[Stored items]
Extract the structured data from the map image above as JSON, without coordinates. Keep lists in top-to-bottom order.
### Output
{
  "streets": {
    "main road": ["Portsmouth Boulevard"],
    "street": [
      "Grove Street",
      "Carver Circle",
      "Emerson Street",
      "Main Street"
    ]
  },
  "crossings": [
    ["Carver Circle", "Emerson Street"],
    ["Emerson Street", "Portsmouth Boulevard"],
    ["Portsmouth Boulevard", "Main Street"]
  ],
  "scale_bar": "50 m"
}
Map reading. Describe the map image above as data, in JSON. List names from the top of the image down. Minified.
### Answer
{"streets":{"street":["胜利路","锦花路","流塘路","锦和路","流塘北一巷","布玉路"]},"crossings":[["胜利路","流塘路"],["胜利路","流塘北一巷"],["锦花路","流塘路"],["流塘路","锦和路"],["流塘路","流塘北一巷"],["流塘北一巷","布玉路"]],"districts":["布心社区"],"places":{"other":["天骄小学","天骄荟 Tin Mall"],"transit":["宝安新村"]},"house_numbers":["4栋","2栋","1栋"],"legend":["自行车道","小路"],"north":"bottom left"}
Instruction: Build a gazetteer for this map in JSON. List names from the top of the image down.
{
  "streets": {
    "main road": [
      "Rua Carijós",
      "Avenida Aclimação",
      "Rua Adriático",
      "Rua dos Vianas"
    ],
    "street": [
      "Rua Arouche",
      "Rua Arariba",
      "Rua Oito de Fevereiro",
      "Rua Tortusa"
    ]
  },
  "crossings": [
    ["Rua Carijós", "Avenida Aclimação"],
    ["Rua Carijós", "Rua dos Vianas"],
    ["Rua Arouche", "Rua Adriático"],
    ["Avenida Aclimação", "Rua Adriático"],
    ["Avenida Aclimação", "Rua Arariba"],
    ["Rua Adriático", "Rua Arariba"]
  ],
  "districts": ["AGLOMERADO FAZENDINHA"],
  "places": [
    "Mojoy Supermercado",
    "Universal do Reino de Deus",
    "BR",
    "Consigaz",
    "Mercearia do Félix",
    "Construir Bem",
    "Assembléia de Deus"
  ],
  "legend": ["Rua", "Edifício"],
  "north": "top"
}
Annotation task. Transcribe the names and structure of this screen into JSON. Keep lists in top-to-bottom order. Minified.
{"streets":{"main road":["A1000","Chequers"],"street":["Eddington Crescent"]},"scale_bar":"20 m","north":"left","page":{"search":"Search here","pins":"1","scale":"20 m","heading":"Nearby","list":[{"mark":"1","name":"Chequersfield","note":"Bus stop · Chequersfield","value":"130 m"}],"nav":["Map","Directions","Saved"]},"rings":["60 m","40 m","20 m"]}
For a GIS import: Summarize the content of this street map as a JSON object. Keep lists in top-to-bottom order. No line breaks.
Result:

● Instructions for the task: Where a line of the entries contains the word "data", copy that line.

● Written reply:
Extract the structured data from the map image above as JSON, without coordinates. Keep lists in top-to-bottom order.
Map reading. Describe the map image above as data, in JSON. List names from the top of the image down. Minified.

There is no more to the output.